↓↓↓

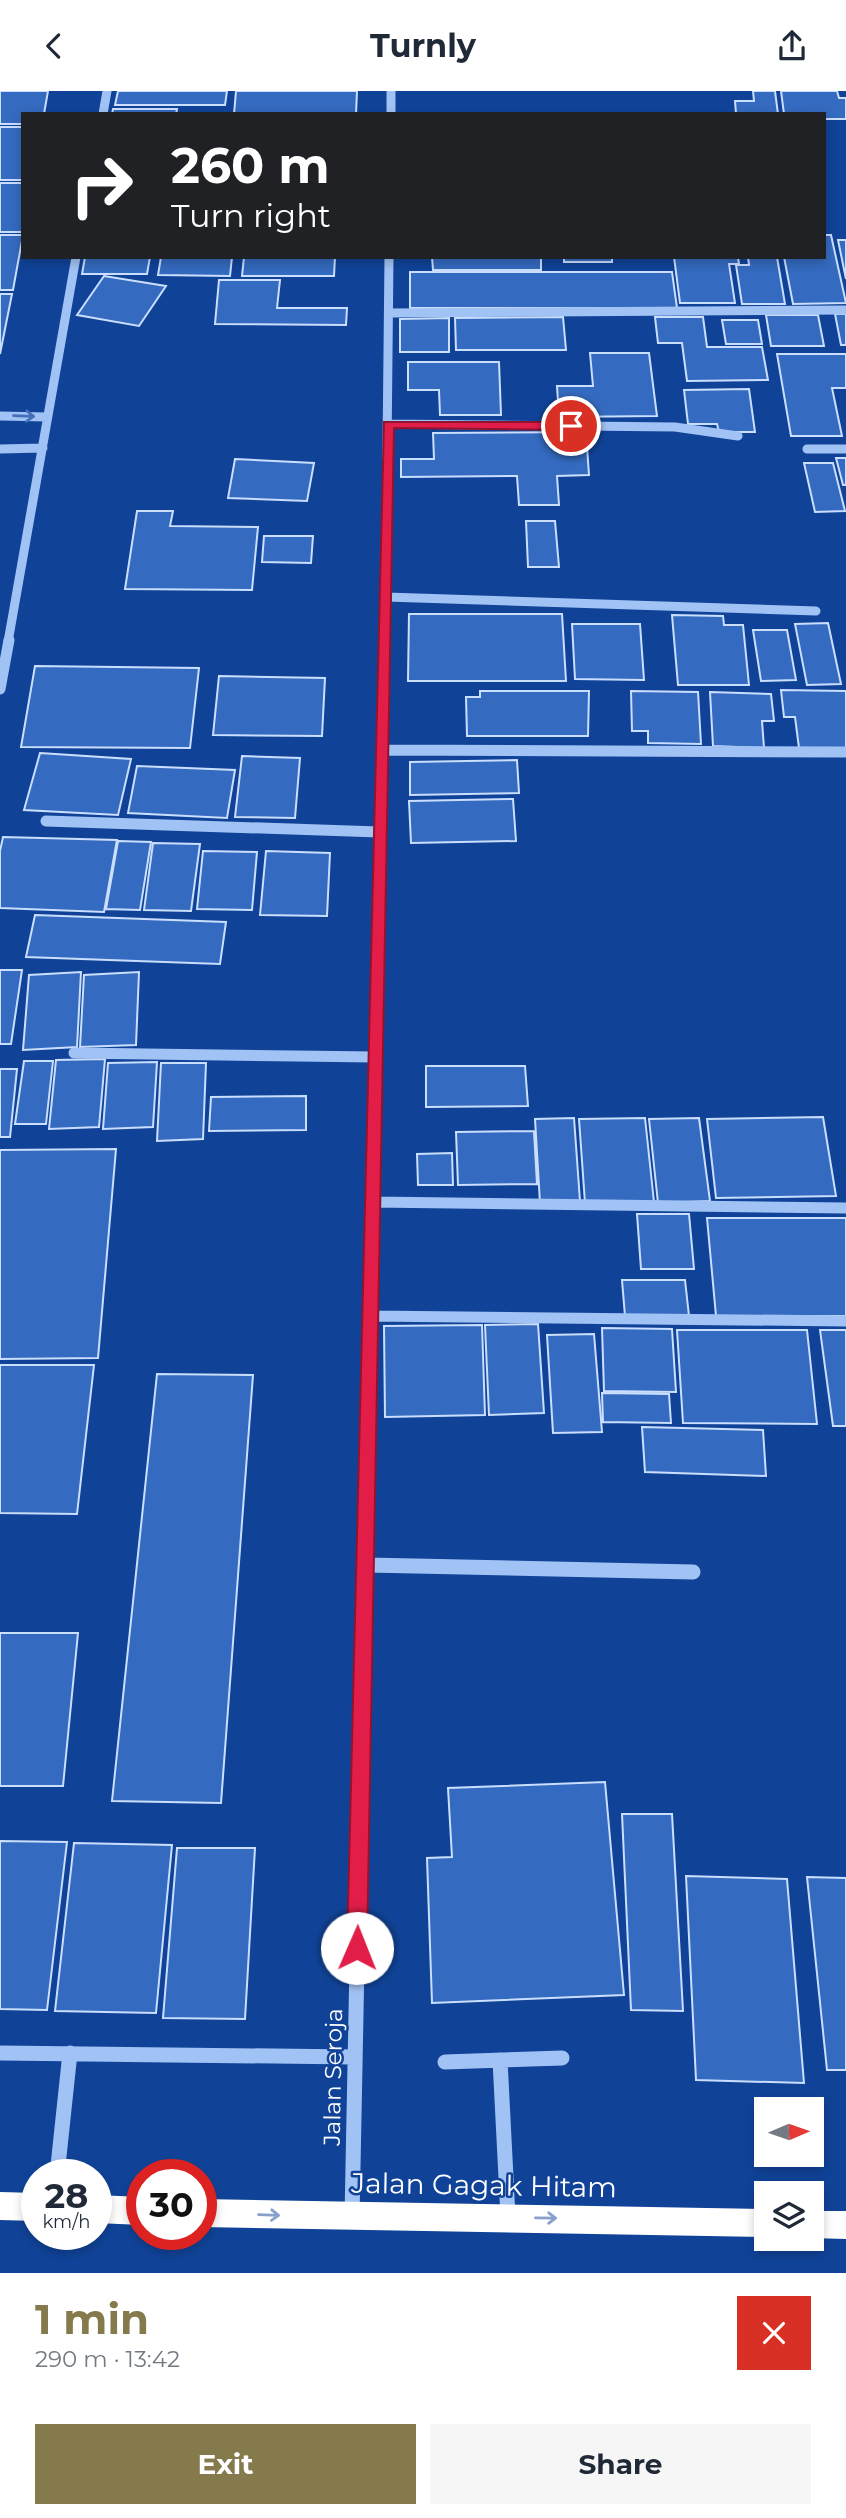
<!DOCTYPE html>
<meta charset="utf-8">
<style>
body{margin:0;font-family:Montserrat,sans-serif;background:#f6f6f7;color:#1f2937;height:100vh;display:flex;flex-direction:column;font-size:26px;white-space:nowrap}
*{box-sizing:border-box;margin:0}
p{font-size:23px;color:#747a83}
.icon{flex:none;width:38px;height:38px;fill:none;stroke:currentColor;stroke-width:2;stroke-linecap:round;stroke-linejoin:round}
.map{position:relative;height:2182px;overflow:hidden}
.details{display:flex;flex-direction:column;background:#fff;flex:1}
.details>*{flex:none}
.guide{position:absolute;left:21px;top:21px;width:805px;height:147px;border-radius:0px;box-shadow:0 4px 10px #0003;background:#202124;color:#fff;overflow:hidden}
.needle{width:46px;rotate:88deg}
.tools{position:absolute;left:754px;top:2006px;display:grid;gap:14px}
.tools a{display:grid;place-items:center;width:70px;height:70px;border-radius:0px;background:#fff;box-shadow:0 4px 10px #0003;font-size:35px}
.speed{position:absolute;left:21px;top:2068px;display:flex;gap:14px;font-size:35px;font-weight:700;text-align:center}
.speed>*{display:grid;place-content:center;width:91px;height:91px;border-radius:50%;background:#fff;box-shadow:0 4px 10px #0003;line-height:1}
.speed small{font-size:18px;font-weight:400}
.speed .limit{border:10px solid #d22;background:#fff;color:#111}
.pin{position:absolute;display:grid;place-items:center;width:60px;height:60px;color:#fff;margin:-30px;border:4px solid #fff;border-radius:50%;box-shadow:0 2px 7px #0007}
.me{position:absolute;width:77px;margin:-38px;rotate:1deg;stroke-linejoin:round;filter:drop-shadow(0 0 5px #0008)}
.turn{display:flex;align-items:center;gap:24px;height:147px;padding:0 35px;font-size:32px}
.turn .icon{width:91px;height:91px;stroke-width:2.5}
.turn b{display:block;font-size:49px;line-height:60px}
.round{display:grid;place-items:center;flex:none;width:74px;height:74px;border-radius:0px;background:#f6f6f7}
.head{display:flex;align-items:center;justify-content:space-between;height:119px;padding:0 35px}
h1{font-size:42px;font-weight:700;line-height:52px;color:#847a4b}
.action{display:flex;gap:14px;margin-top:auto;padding:14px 35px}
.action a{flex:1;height:80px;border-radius:0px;background:#847a4b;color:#fff;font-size:28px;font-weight:700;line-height:80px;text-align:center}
.action a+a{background:#f6f6f7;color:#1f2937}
header{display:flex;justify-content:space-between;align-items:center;height:91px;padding:0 35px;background:#fff;font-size:32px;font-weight:700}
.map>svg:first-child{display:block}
.building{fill:#346abf;stroke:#cadefe;stroke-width:2}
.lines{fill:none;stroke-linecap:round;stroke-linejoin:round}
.minor-far2{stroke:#a1c2f4;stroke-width:9}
.minor-far1{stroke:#a1c2f4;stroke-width:11}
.minor{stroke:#a1c2f4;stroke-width:15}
.highway{fill:#fff;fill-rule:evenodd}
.oneway{stroke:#436fb8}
.oneway2{stroke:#88a1cc}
.route{fill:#e11d48;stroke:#92132f;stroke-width:2}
.labels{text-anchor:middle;stroke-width:5;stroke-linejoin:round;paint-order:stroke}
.street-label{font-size:23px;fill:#fff;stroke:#104398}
.near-street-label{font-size:28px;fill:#fff;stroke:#104398}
</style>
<header><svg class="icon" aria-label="back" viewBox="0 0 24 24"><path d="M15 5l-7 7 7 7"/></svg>Turnly<svg class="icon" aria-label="share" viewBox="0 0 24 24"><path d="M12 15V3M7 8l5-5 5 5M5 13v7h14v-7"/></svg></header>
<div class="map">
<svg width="846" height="2182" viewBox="0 0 846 2182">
<rect width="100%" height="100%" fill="#104398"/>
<!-- building -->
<path class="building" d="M0,0H48L44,23H23V33H0Z
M118,0H227L225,14H115Z
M236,0H357L356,23H234Z
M753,0H775L778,23H736L735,10H754Z
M781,0H837L839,7H846V28H824V23H784Z
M113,18H177L176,23H112Z
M0,36H23V89H0Z
M0,92H23V141H0Z
M0,144H23L13,199H0Z
M824,144H831L846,212L793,213L784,166H824Z
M838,149H846V188Z
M85,166H150L147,183H82Z
M161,166H232L230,185L158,184Z
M244,166H335L334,185H242Z
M432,166H541V179H433Z
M564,166H612V171H564Z
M674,166H738L739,173H729L735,212H680Z
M748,166H777L785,213H742L736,174H749Z
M410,181H672L677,217H410Z
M104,185L166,195L139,235L77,224Z
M219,189H280L277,217H347L346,234L215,233Z
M0,203H12L0,263Z
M835,223H846V254H841Z
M766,224H818L824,255H771Z
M563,226L566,259H456L455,227Z
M655,226H703L707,256H762L768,289L687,290L682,252H658Z
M449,227V261H400V228Z
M722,229H758L762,253H726Z
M590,262H649L657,325L559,326L557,295H593Z
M777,263H846V297H832L842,345H791Z
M408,271H499L501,324H440L439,299H408Z
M749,298L755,341H719L717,333H688L684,299Z
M586,341L589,384L557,385L559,414H519L517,385L401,386V368H434L433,342Z
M836,367H846V394H843Z
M235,368L314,372L307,410L228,407Z
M804,372H833L845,420L815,421Z
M137,420H173L170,435L258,436L252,499L125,498Z
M526,430H555L559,476H528Z
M264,445H313L311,472L262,471Z
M409,523H562L566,590H408Z
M672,524L723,525L724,534H743L749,594H678Z
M828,532L841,593L807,594L795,533Z
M572,533H640L644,589L575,588Z
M753,539H787L796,589L761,590Z
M35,575L199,577L190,657L21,656Z
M219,585L325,587L322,645L213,644Z
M781,599L846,600V658L799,657L795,626H784Z
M480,600H589L588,645H467L466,606H480Z
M631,600L698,601L701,653L648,652V640H632Z
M710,601L771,603L774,630H762L764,657L713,655Z
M40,662L131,668L118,724L24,719Z
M242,665L300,667L295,727L235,726Z
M517,669L519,702L410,704V671Z
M137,675L235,679L227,727L128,722Z
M513,708L516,750L411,752L409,710Z
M3,746L117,749L104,821L0,817V760Z
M118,750L151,751L140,819L106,818Z
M153,752L200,753L191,820L144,819Z
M203,760L257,761L252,819L197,818Z
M266,760L330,762L327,825L260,824Z
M35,824L226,831L220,873L26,866Z
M0,879H22L11,953H0Z
M81,881L77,956L23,959L29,884Z
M139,881L136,954L80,956L84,884Z
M105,968L99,1036L49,1038L56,969Z
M24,970H53L46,1033H15Z
M157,971L153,1036L103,1038L108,972Z
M161,972H206L203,1048L157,1050Z
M426,975H525L528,1015L426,1016Z
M0,978H17L10,1046H0Z
M306,1005V1039L209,1040L211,1006Z
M823,1026L836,1105L716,1107L707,1028Z
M574,1027L580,1110L540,1112L535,1028Z
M645,1027L654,1111L585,1112L579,1028Z
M699,1027L710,1110L658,1112L649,1028Z
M534,1040L537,1093L458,1094L456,1041Z
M116,1058L98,1267L0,1268V1059Z
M452,1062L453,1094H418L417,1063Z
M637,1123H689L694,1178H641Z
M707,1127H846V1225H716Z
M622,1189H685L689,1225H625Z
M538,1233L544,1322L489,1324L485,1234Z
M482,1234L485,1324L385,1326L384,1235Z
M602,1237L672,1238L676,1301L604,1300Z
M677,1239H807L817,1333L683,1332Z
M820,1239H846V1335H833Z
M594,1243L602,1341L553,1342L547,1244Z
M0,1274H94L77,1423L0,1422Z
M157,1283L253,1284L221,1712L112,1710Z
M602,1302L669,1303L671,1332L603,1331Z
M642,1336L763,1339L766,1385L645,1381Z
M0,1542H78L63,1695H0Z
M605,1691L624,1904L432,1912L427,1767L452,1766L448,1697Z
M622,1723H672L683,1920L631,1919Z
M0,1750L67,1751L47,1919L0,1918Z
M74,1752L172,1754L156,1922L55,1920Z
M177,1757H255L245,1928L163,1927Z
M686,1785L787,1788L804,1992L696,1989Z
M807,1786L846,1787V1979H827Z"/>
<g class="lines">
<!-- minor-far2 -->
<path class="minor-far2" d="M391,0V23
M103,23L107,0
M389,222L846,219
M0,325L47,326
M388,333L675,336L738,345
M0,358L43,357
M807,358H846
M386,506L816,520
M8,551L76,166
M385,551L389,166"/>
<!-- minor-far1 -->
<path class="minor-far1" d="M0,598L9,549
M382,659L846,661
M46,730L379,741
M74,962L375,966
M374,1111L846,1117
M370,1225L846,1230
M369,1262L385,549"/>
<!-- minor -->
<path class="minor" d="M367,1474L693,1481
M0,1962L354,1966
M500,1969L508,2126
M445,1971L562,1967
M57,2084L70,1962
M352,2127L369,1260"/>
<!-- highway -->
<path class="highway" d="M0,2101L37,2102V2130L0,2129Z
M96,2104L142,2106V2134L96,2132Z
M201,2108L766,2118V2146L201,2136Z
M812,2120H846V2148L810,2147Z"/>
</g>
<!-- one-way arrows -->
<defs><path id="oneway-shaft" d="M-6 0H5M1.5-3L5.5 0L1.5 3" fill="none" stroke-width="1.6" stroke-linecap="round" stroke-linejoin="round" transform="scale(1.75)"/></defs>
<use class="oneway" href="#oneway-shaft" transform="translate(24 325) rotate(2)"/>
<g class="oneway2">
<use href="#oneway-shaft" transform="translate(269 2124) rotate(2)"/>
<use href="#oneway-shaft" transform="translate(546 2127) rotate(1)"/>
</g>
<!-- route -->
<path class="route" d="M384,331H571L577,335L571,339L394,337L367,1857L364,1864L357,1867L350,1864L347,1857Z"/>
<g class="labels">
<!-- street labels -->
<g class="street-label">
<text transform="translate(333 1986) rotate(-89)" y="8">Jalan Seroja</text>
</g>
<!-- near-street labels -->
<g class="near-street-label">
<text transform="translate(484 2094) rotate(1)" y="10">Jalan Gagak Hitam</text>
</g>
</g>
</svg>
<div class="tools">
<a><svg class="needle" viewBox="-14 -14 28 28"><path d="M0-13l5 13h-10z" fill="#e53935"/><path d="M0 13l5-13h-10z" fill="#747a83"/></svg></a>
<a><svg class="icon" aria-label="layers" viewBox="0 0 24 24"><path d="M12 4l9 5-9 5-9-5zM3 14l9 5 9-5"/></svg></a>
</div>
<div class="speed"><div>28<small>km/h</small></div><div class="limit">30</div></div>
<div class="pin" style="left:571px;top:335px;background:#d93025"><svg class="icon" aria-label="arrive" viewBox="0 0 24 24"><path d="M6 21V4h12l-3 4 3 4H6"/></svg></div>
<svg class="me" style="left:357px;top:1857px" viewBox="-20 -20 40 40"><circle r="19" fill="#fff"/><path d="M0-13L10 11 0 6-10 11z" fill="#e11d48"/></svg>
<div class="guide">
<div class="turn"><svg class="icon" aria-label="right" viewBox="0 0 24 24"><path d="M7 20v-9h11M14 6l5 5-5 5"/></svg><div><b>260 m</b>Turn right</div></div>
</div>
</div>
<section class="details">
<div class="head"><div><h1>1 min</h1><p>290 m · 13:42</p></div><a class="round" style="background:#d93025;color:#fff"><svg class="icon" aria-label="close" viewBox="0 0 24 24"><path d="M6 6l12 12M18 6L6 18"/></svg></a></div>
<div class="action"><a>Exit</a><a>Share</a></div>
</section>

↑↑↑

* Aim of the exercise: If a line in the records contains the word "solid", copy it out.

* Solved exercise:
.speed .limit{border:10px solid #d22;background:#fff;color:#111}
.pin{position:absolute;display:grid;place-items:center;width:60px;height:60px;color:#fff;margin:-30px;border:4px solid #fff;border-radius:50%;box-shadow:0 2px 7px #0007}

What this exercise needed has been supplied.